Transistor Basics is a free introductory textbook on transistors and their basic applications. See the editorial for more information....

Comparison of Transistor Connections

Author: Leonard Krugman

The analyses of the three basic connections and their operating characteristics apply equally to both point-contact and junction transistors. However, due to the difference in comparative values of the internal transistor parameters, re, rb, rc, and rm, the performance of the two basic transistor types is considerably different. In practice, the point-contact transistor is unstable, and has negative input and output resistances. On the other hand, the junction type is generally cheaper to produce, has better reliability, better reproducibility, higher available gain, and a lower noise figure than the point-contact type. It is safe to predict the gradual displacement of the point-contact transistor by the junction transistor in all but a few specialized applications, particularly since the frequency range of the junction type is steadily being increased by new manufacturing techniques. In view of this, the remainder of the book will deal primarily with the junction transistor, and unless specified, typical junction characteristics will be assumed.

At this point in the book all the basic design formulas have been derived for the three transistor connections. Thus, a comparison between the general characteristics of the three fundamental connections is now in order.

The grounded base connection is similar to the grounded grid circuit in electron tubes. This connection is characterized by low input resistance, high output resistance, and no phase inversion. Although its current gain is less than one, it provides respectable voltage and power gains. It is well suited for d-c coupling arrangements and for preamplifiers that require a low input and high output impedance match.

The grounded emitter circuit is the transistor equivalent of the grounded cathode connection in the vacuum tube circuit. This transistor connection is the most flexible and most efficient of the three basic Connections. The grounded emitter connection reverses the phase of the input signal. Its matched input resistance is somewhat higher than that of the grounded base connection; its matched output resistance is considerably lower. The grounded emitter usually provides maximum voltage and power gain for a given transistor type.

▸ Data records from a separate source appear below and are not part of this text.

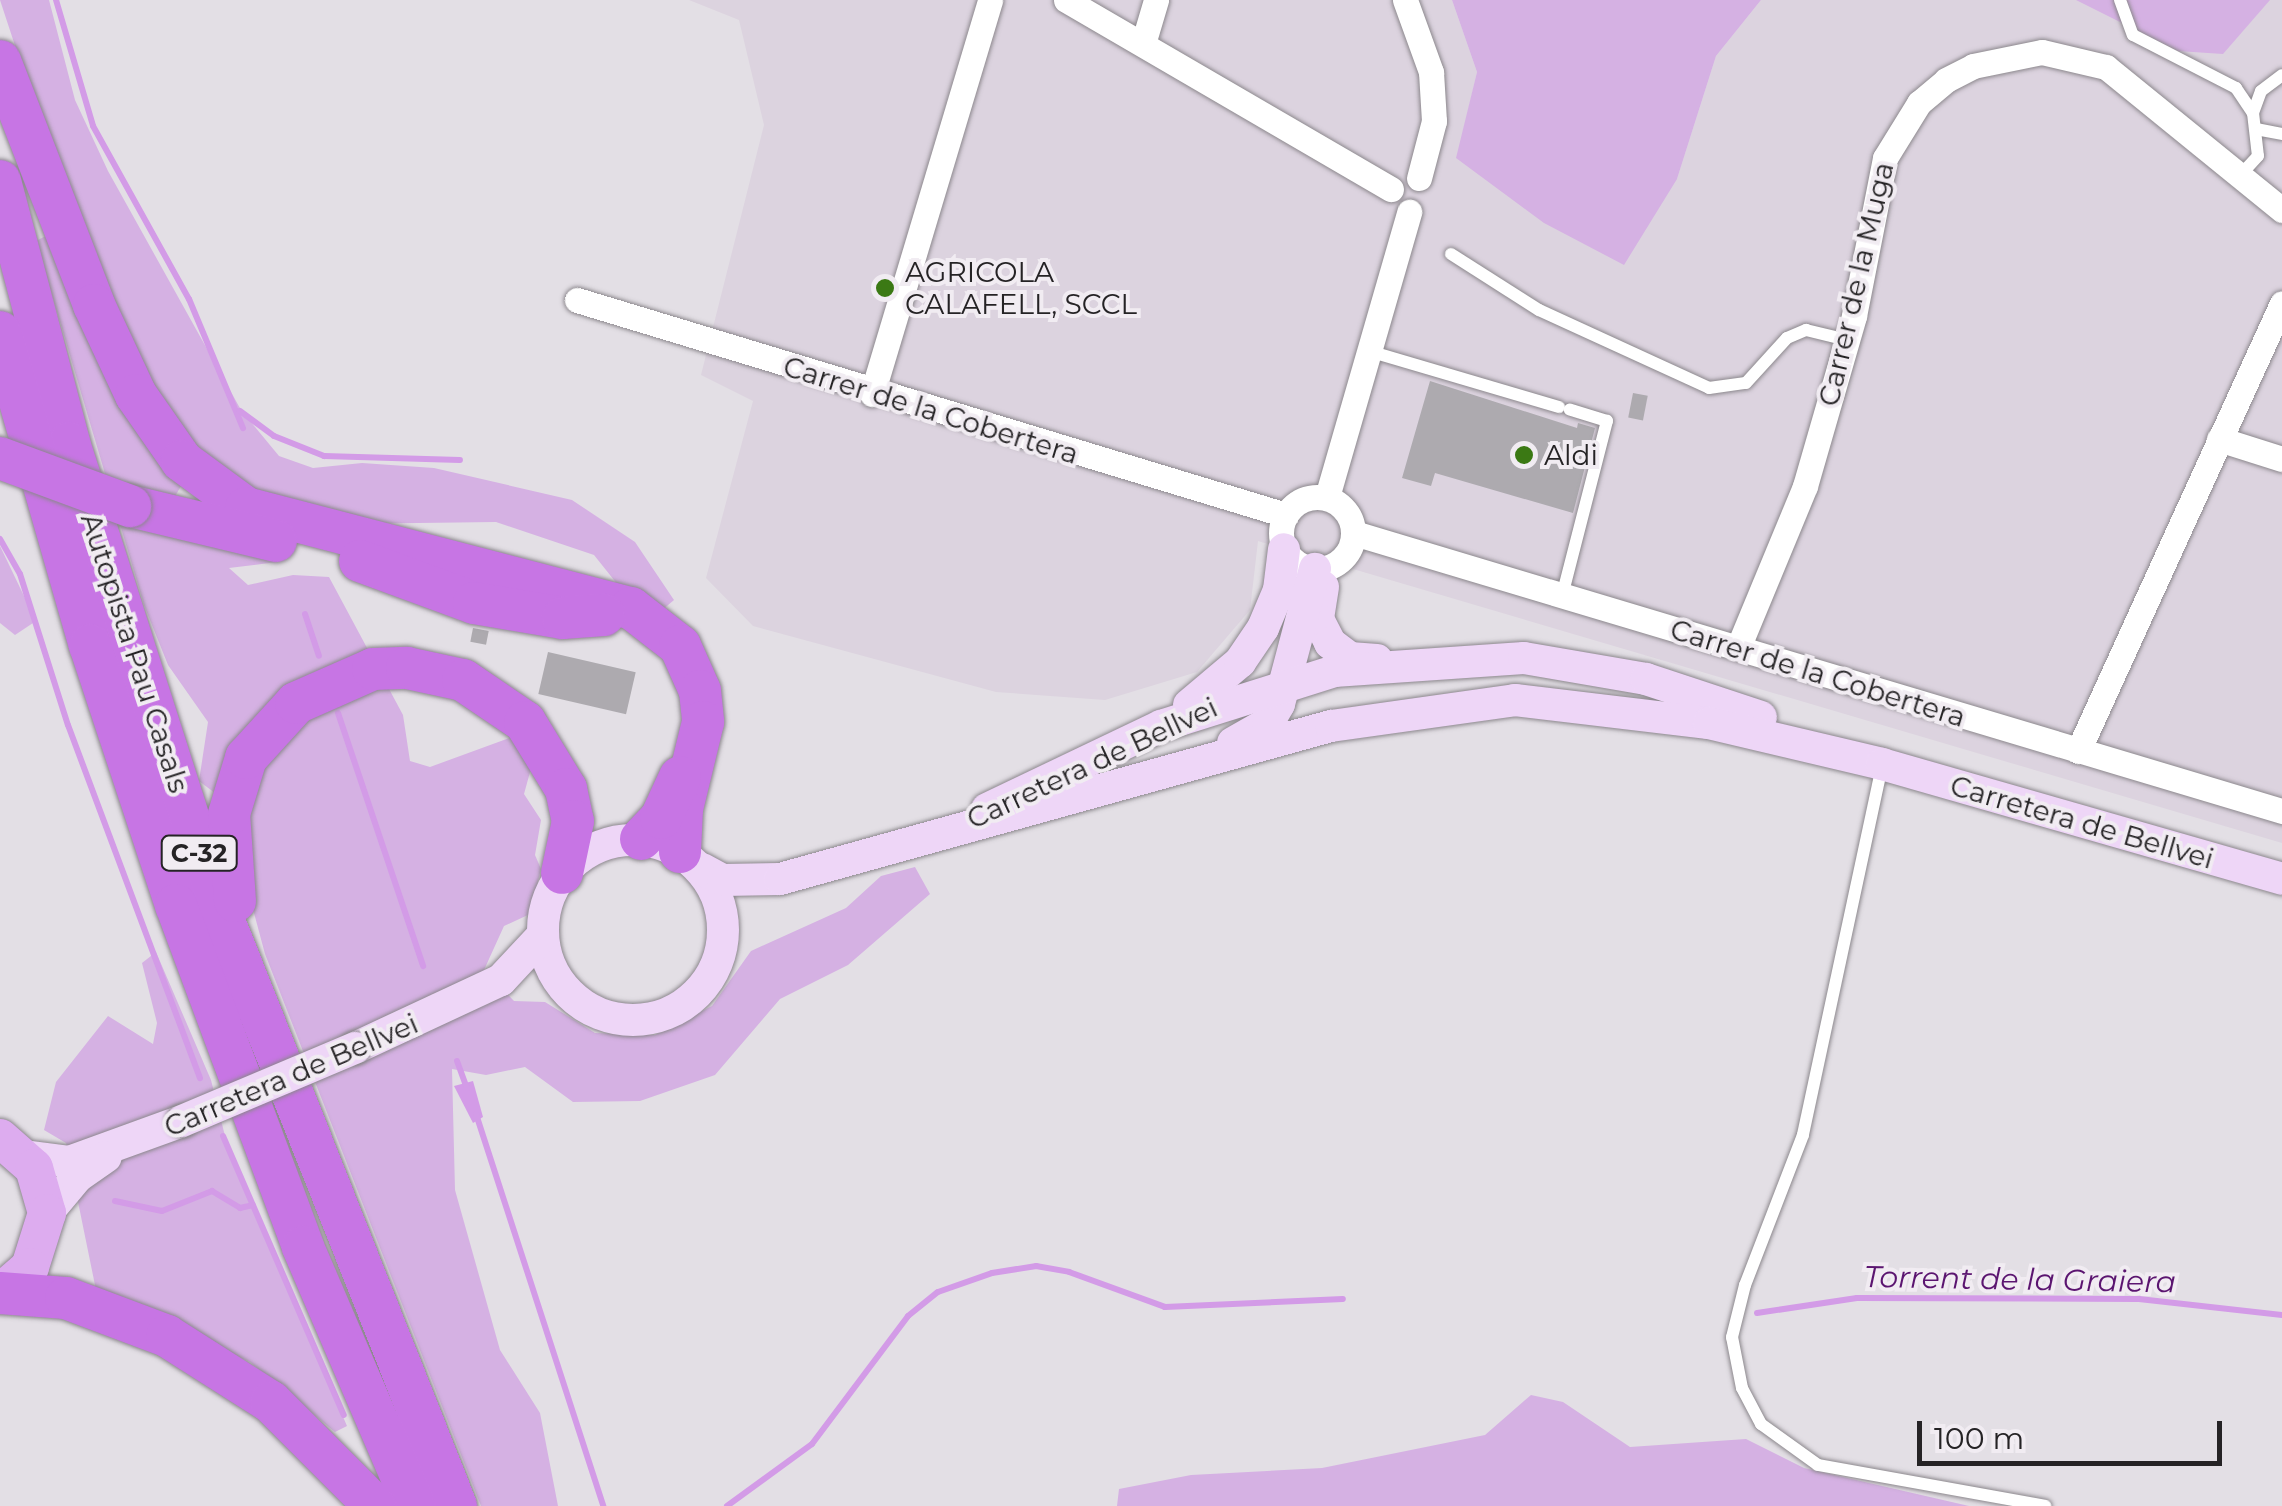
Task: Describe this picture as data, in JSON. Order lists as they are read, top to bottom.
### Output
{
  "streets": {
    "highway": ["Autopista Pau Casals", "C-32"],
    "main road": ["Carretera de Bellvei"],
    "street": ["Carrer de la Muga", "Carrer de la Cobertera"]
  },
  "crossings": [
    ["Carrer de la Muga", "Carrer de la Cobertera"]
  ],
  "water": ["Torrent de la Graiera"],
  "places": ["AGRICOLA CALAFELL, SCCL", "Aldi"],
  "scale_bar": "100 m"
}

The third connection, the grounded collector, is the transistor equivalent of the grounded-plate vacuum tube. It is characterized by a voltage gain that is always slightly less than unity. Its current gain is in the same order as that of the grounded emitter. It has a relatively low output resistance, a high input resistance, and does not produce phase reversal. It offers low power gain, but is capable of supplying reverse power gain. The grounded collector circuit is used primarily as a matching or buffer stage.